== Task item ==
Print the lines that run from the line with "ctx.strokeStyle = halo;" to the line with "M232,378L248,420L222,430L206,388Z", keeping both end lines, exactly as they appear in the entries below, and nothing else.

[Collected data]
+++++

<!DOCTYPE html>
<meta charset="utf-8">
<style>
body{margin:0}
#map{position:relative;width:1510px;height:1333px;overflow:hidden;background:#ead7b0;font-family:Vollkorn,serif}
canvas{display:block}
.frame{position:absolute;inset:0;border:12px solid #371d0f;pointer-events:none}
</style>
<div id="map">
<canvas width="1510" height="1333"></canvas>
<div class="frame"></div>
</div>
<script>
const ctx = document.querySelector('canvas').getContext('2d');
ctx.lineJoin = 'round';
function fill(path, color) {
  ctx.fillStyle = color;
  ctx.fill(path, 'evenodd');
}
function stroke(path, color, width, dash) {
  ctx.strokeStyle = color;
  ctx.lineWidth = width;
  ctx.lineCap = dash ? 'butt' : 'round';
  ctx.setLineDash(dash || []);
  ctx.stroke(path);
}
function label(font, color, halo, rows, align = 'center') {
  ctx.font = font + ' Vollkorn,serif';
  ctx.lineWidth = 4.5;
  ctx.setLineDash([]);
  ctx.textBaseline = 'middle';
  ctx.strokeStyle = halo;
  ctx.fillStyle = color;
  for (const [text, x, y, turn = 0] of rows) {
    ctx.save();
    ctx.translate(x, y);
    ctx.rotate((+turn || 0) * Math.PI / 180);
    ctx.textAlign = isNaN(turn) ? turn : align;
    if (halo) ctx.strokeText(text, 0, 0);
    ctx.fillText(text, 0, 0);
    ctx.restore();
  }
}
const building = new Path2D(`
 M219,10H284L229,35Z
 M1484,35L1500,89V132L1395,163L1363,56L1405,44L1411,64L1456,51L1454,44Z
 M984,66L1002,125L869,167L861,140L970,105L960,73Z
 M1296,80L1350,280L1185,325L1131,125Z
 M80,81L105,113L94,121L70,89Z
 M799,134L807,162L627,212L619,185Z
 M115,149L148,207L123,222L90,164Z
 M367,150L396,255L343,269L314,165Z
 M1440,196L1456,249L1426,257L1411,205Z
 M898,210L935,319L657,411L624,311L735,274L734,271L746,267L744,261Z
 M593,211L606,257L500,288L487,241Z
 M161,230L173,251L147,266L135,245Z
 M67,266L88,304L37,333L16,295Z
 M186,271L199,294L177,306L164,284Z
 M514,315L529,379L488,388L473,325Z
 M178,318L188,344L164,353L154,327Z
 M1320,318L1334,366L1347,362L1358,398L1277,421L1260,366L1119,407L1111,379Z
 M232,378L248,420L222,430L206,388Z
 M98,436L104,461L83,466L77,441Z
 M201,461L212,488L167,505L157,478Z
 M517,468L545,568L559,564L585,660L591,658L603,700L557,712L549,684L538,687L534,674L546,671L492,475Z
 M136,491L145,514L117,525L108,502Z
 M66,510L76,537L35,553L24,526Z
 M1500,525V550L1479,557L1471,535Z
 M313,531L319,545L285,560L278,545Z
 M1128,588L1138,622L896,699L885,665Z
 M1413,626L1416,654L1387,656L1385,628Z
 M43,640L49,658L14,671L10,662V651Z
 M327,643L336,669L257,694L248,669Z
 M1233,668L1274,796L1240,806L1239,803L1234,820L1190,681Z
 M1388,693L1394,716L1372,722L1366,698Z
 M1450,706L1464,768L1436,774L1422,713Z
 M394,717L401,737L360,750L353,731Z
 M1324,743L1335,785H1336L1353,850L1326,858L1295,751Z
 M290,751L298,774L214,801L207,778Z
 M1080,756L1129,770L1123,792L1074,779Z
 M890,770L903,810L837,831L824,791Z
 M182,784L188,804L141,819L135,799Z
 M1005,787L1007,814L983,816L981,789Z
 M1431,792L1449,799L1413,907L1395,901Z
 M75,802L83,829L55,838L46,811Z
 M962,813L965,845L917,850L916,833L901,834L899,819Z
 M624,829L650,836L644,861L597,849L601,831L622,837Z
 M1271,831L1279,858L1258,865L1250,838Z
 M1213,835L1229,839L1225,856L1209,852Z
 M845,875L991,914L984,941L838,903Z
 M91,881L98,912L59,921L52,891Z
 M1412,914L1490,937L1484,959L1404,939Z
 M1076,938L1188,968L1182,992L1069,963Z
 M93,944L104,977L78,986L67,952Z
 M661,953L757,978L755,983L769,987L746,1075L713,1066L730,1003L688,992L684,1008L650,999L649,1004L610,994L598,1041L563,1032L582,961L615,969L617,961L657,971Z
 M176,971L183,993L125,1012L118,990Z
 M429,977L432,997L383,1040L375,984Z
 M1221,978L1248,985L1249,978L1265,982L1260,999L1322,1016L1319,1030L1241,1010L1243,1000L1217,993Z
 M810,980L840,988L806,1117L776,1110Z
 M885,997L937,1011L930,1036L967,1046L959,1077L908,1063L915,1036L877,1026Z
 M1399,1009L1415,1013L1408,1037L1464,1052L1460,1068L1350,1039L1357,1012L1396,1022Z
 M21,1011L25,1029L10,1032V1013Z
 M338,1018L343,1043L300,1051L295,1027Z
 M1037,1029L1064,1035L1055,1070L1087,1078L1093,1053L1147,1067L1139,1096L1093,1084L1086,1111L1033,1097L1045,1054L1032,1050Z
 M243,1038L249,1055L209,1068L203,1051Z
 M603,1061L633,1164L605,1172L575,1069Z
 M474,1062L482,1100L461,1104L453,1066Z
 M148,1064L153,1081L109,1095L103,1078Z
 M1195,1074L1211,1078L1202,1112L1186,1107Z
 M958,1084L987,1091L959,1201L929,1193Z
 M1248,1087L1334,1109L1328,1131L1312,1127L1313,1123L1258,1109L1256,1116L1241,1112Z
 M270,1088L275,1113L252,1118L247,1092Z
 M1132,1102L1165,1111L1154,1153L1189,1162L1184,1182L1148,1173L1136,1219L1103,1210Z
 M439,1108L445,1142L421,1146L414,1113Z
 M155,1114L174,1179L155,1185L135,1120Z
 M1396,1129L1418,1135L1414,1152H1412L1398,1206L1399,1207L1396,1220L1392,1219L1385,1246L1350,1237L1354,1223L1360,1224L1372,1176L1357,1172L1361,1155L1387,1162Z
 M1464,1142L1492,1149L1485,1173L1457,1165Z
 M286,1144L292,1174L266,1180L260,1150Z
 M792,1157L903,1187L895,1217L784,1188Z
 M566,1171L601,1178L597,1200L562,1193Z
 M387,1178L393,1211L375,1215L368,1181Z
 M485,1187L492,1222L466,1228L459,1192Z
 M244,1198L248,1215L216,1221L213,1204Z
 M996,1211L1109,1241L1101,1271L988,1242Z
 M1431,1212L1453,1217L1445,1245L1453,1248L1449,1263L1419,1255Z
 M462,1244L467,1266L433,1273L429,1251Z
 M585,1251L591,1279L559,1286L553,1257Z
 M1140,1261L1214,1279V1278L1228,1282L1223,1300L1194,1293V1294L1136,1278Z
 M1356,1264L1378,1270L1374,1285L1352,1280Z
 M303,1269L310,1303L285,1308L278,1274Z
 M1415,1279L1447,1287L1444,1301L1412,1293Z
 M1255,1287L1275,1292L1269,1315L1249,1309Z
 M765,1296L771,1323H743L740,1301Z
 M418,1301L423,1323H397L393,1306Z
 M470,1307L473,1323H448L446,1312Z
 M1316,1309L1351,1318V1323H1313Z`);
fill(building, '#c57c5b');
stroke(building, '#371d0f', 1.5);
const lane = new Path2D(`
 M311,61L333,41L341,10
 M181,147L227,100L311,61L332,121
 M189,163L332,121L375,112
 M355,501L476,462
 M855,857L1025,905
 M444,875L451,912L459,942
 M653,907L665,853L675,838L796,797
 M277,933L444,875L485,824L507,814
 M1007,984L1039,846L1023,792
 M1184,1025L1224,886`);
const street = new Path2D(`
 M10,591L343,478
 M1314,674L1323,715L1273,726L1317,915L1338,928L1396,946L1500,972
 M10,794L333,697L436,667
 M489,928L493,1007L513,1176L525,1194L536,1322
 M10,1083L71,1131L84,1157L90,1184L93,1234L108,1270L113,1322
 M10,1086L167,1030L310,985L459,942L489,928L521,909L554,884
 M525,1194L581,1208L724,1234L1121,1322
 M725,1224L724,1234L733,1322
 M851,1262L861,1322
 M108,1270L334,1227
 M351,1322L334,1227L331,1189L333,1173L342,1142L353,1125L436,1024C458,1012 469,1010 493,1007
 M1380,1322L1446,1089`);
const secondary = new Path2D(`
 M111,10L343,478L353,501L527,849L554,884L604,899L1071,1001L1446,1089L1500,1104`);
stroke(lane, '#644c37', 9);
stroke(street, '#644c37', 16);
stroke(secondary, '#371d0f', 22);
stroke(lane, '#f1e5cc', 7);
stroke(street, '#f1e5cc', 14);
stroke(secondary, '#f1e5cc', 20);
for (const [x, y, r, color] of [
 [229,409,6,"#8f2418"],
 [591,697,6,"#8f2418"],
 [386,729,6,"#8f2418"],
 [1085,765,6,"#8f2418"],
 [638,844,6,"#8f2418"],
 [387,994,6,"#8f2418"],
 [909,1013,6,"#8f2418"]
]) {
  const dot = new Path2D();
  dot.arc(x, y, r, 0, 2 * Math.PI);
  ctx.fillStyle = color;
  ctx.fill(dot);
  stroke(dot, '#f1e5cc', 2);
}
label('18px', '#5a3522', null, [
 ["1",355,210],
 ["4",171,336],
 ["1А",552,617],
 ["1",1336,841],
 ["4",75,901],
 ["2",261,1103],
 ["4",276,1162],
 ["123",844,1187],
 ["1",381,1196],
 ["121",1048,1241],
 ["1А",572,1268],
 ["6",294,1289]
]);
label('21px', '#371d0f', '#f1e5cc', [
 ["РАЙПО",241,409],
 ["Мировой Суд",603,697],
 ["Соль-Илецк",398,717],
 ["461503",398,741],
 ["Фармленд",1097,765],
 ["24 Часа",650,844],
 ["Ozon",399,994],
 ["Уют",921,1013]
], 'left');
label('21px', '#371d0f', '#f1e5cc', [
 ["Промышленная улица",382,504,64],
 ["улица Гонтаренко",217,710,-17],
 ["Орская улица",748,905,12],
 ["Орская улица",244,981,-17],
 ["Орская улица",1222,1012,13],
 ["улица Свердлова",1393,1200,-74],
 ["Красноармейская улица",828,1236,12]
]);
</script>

+++++

== Reply to the exercise ==
  ctx.strokeStyle = halo;
  ctx.fillStyle = color;
  for (const [text, x, y, turn = 0] of rows) {
    ctx.save();
    ctx.translate(x, y);
    ctx.rotate((+turn || 0) * Math.PI / 180);
    ctx.textAlign = isNaN(turn) ? turn : align;
    if (halo) ctx.strokeText(text, 0, 0);
    ctx.fillText(text, 0, 0);
    ctx.restore();
  }
}
const building = new Path2D(`
 M219,10H284L229,35Z
 M1484,35L1500,89V132L1395,163L1363,56L1405,44L1411,64L1456,51L1454,44Z
 M984,66L1002,125L869,167L861,140L970,105L960,73Z
 M1296,80L1350,280L1185,325L1131,125Z
 M80,81L105,113L94,121L70,89Z
 M799,134L807,162L627,212L619,185Z
 M115,149L148,207L123,222L90,164Z
 M367,150L396,255L343,269L314,165Z
 M1440,196L1456,249L1426,257L1411,205Z
 M898,210L935,319L657,411L624,311L735,274L734,271L746,267L744,261Z
 M593,211L606,257L500,288L487,241Z
 M161,230L173,251L147,266L135,245Z
 M67,266L88,304L37,333L16,295Z
 M186,271L199,294L177,306L164,284Z
 M514,315L529,379L488,388L473,325Z
 M178,318L188,344L164,353L154,327Z
 M1320,318L1334,366L1347,362L1358,398L1277,421L1260,366L1119,407L1111,379Z
 M232,378L248,420L222,430L206,388Z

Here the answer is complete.